Who this is for
Backend Engineers who write queries, design schemas, and need fast, predictable performance in production APIs, jobs, and analytics read paths.
Prerequisites
- Basic SQL (SELECT, WHERE, ORDER BY, JOIN)
- Understanding of primary keys and foreign keys
- Familiarity with your database’s query plan viewer (e.g., EXPLAIN)
Why this matters
Indexes are the difference between millisecond responses and timeouts. In real work you will:
- Speed up API endpoints that filter by email, status, or date ranges.
- Scale background jobs that scan large tables (orders, events, logs).
- Cut cloud costs by reducing full-table scans and CPU spikes.
- Keep SLAs during peak traffic while supporting new features.
Concept explained simply
An index is a data structure that helps the database find rows faster, like a book’s index.
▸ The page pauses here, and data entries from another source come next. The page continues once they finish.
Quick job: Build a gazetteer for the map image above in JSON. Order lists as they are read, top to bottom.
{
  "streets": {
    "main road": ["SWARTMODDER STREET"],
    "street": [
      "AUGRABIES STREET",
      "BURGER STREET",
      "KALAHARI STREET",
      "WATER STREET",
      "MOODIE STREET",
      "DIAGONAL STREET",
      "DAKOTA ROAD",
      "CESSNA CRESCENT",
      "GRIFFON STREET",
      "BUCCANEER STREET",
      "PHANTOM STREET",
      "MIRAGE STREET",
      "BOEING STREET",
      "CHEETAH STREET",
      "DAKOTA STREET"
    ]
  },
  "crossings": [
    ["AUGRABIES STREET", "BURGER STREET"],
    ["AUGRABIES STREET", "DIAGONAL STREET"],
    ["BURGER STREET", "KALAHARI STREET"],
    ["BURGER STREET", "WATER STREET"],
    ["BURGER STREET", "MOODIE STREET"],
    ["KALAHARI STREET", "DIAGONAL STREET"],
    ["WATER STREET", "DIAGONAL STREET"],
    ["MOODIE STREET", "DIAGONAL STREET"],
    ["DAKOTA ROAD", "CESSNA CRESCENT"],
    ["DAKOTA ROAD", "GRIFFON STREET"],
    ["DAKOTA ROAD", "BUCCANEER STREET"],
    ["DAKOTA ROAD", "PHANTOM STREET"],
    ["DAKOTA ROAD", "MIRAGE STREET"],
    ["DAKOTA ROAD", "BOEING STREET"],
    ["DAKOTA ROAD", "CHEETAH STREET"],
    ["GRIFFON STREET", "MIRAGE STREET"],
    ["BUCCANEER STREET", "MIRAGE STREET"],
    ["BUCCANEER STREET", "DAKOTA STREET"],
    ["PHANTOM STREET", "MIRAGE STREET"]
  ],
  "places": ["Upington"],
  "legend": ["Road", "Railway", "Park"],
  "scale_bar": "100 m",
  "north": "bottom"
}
Instead of scanning every row, the DB jumps to the right area and narrows down quickly.
Mental model
- B-tree index: a sorted map of keys to row locations. Good for equality, ranges, and sorting.
- Composite index (a, b, c): effectively sorted by a, then b, then c. The leftmost prefix rule applies.
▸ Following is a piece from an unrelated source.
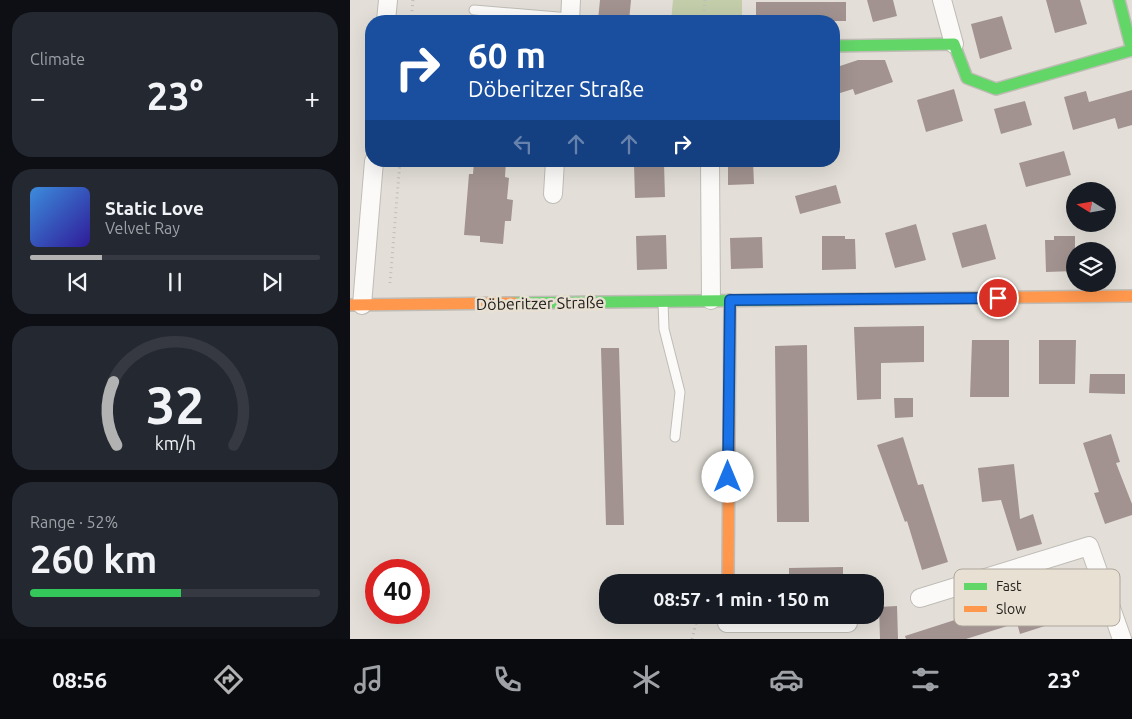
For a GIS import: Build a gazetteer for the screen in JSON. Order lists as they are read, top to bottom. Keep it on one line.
{"streets":{"street":["Döberitzer Straße"]},"legend":["Fast","Slow"],"north":"left","page":{"tile":["Climate",["Range · 52%","260 km"]],"turn":["60 m","Döberitzer Straße"],"heat":["−","23°","+"],"song":["Static Love","Velvet Ray"],"limit":"40","trip":"08:57 · 1 min · 150 m","tabs":["08:56","23°"],"gauge":["32","km/h"]}}
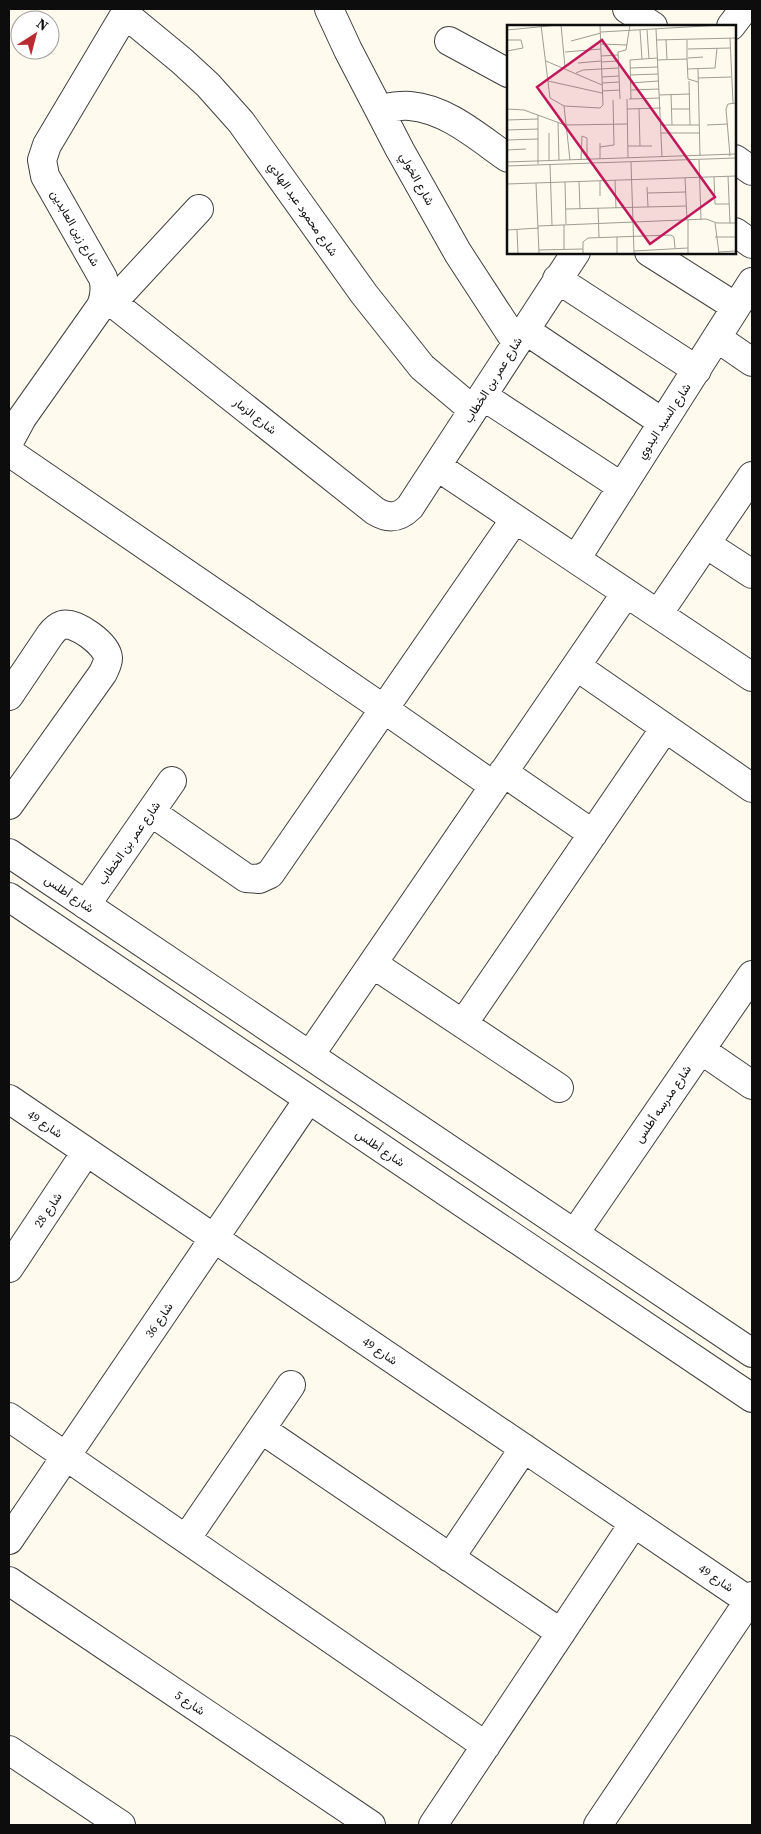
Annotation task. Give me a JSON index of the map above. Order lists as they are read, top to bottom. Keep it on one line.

- Every index speeds up reads but adds write cost (inserts/updates/deletes must maintain it).
Index types at a glance (when to use)
- B-tree: default. Equality, ranges, ordering.
- Hash: equality only (engine-specific usefulness).
- GIN: membership/search for arrays, JSON, full-text.
- GiST: geometric, ranges, nearest-neighbor.
- BRIN: large, append-only tables with natural ordering (time-series).
Core concepts that guide index design
- Selectivity and cardinality: High selectivity (few rows match) makes indexes more effective.
- Composite indexes and leftmost prefix: (a, b, c) can use a; or a and b; it cannot start on b without a.
- Order support: B-tree can satisfy ORDER BY if it matches index order and filters.
- Covering index: If the index holds all needed columns, the DB can avoid visiting the table (index-only scan).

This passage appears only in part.